__RECORDED DATA__
★ ★ ★ ★ ★
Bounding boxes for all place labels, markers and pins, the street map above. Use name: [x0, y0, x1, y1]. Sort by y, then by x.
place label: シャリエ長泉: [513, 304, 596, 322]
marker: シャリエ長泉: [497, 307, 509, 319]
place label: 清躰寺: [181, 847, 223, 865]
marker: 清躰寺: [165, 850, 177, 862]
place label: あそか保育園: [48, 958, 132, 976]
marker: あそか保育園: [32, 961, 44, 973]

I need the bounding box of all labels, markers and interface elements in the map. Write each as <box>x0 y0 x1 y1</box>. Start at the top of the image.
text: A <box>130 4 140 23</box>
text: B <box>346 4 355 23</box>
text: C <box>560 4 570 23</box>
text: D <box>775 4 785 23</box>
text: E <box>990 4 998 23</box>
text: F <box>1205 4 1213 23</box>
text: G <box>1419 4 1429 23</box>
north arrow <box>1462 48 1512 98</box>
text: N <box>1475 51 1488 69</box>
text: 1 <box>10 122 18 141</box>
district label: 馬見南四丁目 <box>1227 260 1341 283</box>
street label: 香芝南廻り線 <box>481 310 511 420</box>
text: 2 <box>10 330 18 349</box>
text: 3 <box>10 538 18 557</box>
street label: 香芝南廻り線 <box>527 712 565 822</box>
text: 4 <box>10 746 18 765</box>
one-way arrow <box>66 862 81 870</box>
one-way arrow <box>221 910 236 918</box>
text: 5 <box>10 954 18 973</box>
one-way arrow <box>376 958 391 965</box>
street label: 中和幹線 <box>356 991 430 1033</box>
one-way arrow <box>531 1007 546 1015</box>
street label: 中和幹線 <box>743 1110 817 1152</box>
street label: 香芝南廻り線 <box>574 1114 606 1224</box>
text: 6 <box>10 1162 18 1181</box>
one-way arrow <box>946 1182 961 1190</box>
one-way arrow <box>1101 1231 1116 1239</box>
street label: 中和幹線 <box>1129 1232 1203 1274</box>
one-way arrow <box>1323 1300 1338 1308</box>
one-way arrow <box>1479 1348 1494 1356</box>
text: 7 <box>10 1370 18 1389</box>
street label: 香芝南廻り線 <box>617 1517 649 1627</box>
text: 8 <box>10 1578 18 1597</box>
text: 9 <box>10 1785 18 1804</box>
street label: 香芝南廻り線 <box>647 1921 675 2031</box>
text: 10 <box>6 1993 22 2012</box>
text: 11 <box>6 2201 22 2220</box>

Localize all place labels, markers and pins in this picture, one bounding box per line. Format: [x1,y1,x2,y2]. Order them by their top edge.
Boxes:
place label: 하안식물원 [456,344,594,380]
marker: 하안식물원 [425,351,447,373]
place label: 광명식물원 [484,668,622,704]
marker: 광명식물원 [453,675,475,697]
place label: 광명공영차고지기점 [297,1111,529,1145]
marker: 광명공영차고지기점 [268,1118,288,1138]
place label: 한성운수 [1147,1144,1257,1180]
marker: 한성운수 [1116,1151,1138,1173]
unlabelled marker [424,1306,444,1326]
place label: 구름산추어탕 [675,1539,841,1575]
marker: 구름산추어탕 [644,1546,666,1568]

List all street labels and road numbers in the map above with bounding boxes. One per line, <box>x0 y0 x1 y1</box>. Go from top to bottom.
★ ★ ★ ★ ★
__WHAT IS BEING ASKED__
Give back the whole listing above. Keep every character the same.

__RESULT OF THE EXERCISE__
Bounding boxes for all place labels, markers and pins, the street map above. Use name: [x0, y0, x1, y1]. Sort by y, then by x.
place label: シャリエ長泉: [513, 304, 596, 322]
marker: シャリエ長泉: [497, 307, 509, 319]
place label: 清躰寺: [181, 847, 223, 865]
marker: 清躰寺: [165, 850, 177, 862]
place label: あそか保育園: [48, 958, 132, 976]
marker: あそか保育園: [32, 961, 44, 973]

I need the bounding box of all labels, markers and interface elements in the map. Write each as <box>x0 y0 x1 y1</box>. Start at the top of the image.
text: A <box>130 4 140 23</box>
text: B <box>346 4 355 23</box>
text: C <box>560 4 570 23</box>
text: D <box>775 4 785 23</box>
text: E <box>990 4 998 23</box>
text: F <box>1205 4 1213 23</box>
text: G <box>1419 4 1429 23</box>
north arrow <box>1462 48 1512 98</box>
text: N <box>1475 51 1488 69</box>
text: 1 <box>10 122 18 141</box>
district label: 馬見南四丁目 <box>1227 260 1341 283</box>
street label: 香芝南廻り線 <box>481 310 511 420</box>
text: 2 <box>10 330 18 349</box>
text: 3 <box>10 538 18 557</box>
street label: 香芝南廻り線 <box>527 712 565 822</box>
text: 4 <box>10 746 18 765</box>
one-way arrow <box>66 862 81 870</box>
one-way arrow <box>221 910 236 918</box>
text: 5 <box>10 954 18 973</box>
one-way arrow <box>376 958 391 965</box>
street label: 中和幹線 <box>356 991 430 1033</box>
one-way arrow <box>531 1007 546 1015</box>
street label: 中和幹線 <box>743 1110 817 1152</box>
street label: 香芝南廻り線 <box>574 1114 606 1224</box>
text: 6 <box>10 1162 18 1181</box>
one-way arrow <box>946 1182 961 1190</box>
one-way arrow <box>1101 1231 1116 1239</box>
street label: 中和幹線 <box>1129 1232 1203 1274</box>
one-way arrow <box>1323 1300 1338 1308</box>
one-way arrow <box>1479 1348 1494 1356</box>
text: 7 <box>10 1370 18 1389</box>
street label: 香芝南廻り線 <box>617 1517 649 1627</box>
text: 8 <box>10 1578 18 1597</box>
text: 9 <box>10 1785 18 1804</box>
street label: 香芝南廻り線 <box>647 1921 675 2031</box>
text: 10 <box>6 1993 22 2012</box>
text: 11 <box>6 2201 22 2220</box>

Localize all place labels, markers and pins in this picture, one bounding box per line. Format: [x1,y1,x2,y2]. Order them by their top edge.
Boxes:
place label: 하안식물원 [456,344,594,380]
marker: 하안식물원 [425,351,447,373]
place label: 광명식물원 [484,668,622,704]
marker: 광명식물원 [453,675,475,697]
place label: 광명공영차고지기점 [297,1111,529,1145]
marker: 광명공영차고지기점 [268,1118,288,1138]
place label: 한성운수 [1147,1144,1257,1180]
marker: 한성운수 [1116,1151,1138,1173]
unlabelled marker [424,1306,444,1326]
place label: 구름산추어탕 [675,1539,841,1575]
marker: 구름산추어탕 [644,1546,666,1568]

List all street labels and road numbers in the map above with bounding boxes. One per line, <box>x0 y0 x1 y1</box>. Go from top to bottom.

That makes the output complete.